What Is Bootstrapping in Statistics: How It Works

Bootstrapping is a statistical technique that estimates the properties of a population by repeatedly resampling from a single dataset. Instead of collecting new data or relying on mathematical formulas that assume your data follows a specific distribution, you treat your existing sample as a stand-in for the whole population and draw thousands of new samples from it, each time with replacement. The method was introduced by statistician Bradley Efron in a 1979 paper and has since become one of the most widely used tools in applied statistics and machine learning.

How Bootstrapping Works

Say you have a dataset of 50 observations and you want to know how reliable your calculated average is. Bootstrapping works like this: you randomly draw 50 values from your dataset, but after each draw, you put that value back before drawing again. This “with replacement” step is critical. It means some observations will appear multiple times in a given resample, and others won’t appear at all. That single resample is one bootstrap sample.

You repeat this process many times, typically between 1,000 and 10,000 rounds, though some applications use as many as 100,000. For each bootstrap sample, you calculate whatever statistic you care about: the mean, median, regression coefficient, or anything else. When you’re done, you have a full distribution of that statistic across all your resamples. That distribution tells you how much your estimate would vary if you could somehow collect fresh data from the real population over and over again.
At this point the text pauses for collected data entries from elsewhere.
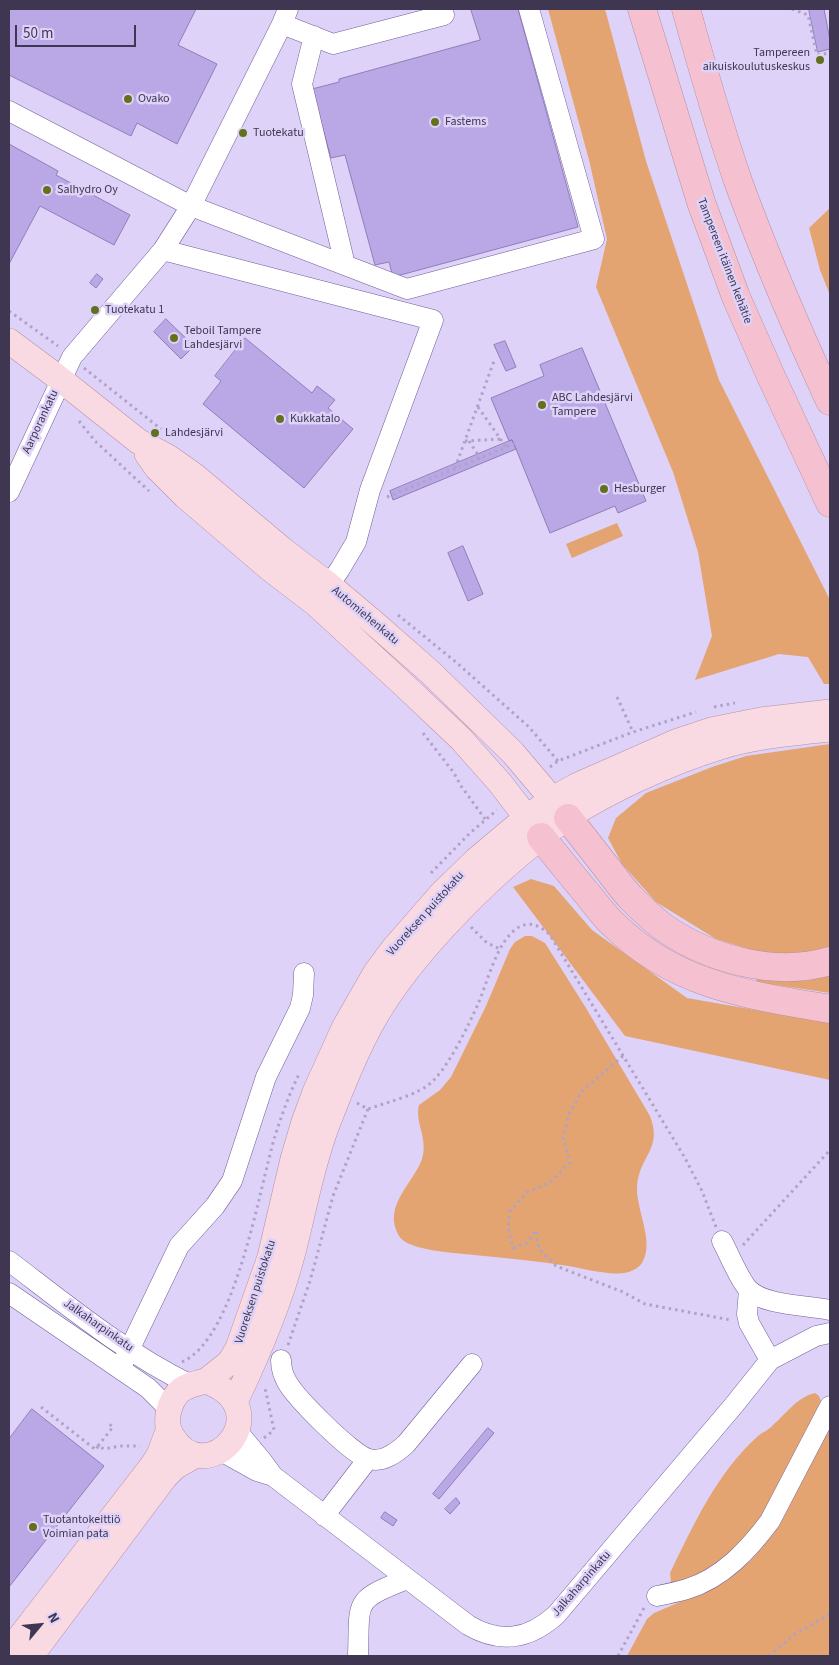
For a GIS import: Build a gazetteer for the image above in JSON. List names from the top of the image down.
{
  "streets": {
    "highway": ["Tampereen itäinen kehätie"],
    "main road": ["Automiehenkatu", "Vuoreksen puistokatu"],
    "street": ["Aarporankatu", "Jalkaharpinkatu"]
  },
  "crossings": [
    ["Aarporankatu", "Automiehenkatu"],
    ["Automiehenkatu", "Vuoreksen puistokatu"],
    ["Vuoreksen puistokatu", "Jalkaharpinkatu"]
  ],
  "places": [
    "Tampereen aikuiskoulutuskeskus",
    "Ovako",
    "Fastems",
    "Tuotekatu",
    "Salhydro Oy",
    "Tuotekatu 1",
    "Teboil Tampere Lahdesjärvi",
    "ABC Lahdesjärvi Tampere",
    "Kukkatalo",
    "Lahdesjärvi",
    "Hesburger",
    "Tuotantokeittiö Voimian pata"
  ],
  "scale_bar": "50 m",
  "north": "top right"
}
The beauty of this approach is that it requires no assumptions about the shape of the underlying data. Traditional methods often assume your data is normally distributed. Bootstrapping lets the data speak for itself.

What You Can Learn From It

The most common use of bootstrapping is building confidence intervals. If you want a 95% confidence interval for some estimate, you can sort all your bootstrap estimates from lowest to highest and take the values at the 2.5th and 97.5th percentiles. This is called the percentile method, and it’s the simplest approach.

More refined methods exist for situations where the simple percentile approach falls short. The bias-corrected and accelerated method (BCa) adjusts for cases where the bootstrap distribution is skewed or where the center of the bootstrap estimates doesn’t line up with your original estimate. It does this by calculating a correction factor based on how many bootstrap estimates fall below the original estimate, then shifting the confidence interval boundaries accordingly. For most routine analyses, the percentile method works fine, but BCa intervals are more accurate when your data has an asymmetric spread.

Beyond confidence intervals, bootstrapping gives you standard errors for virtually any statistic, even complex ones where no formula exists for calculating variability directly.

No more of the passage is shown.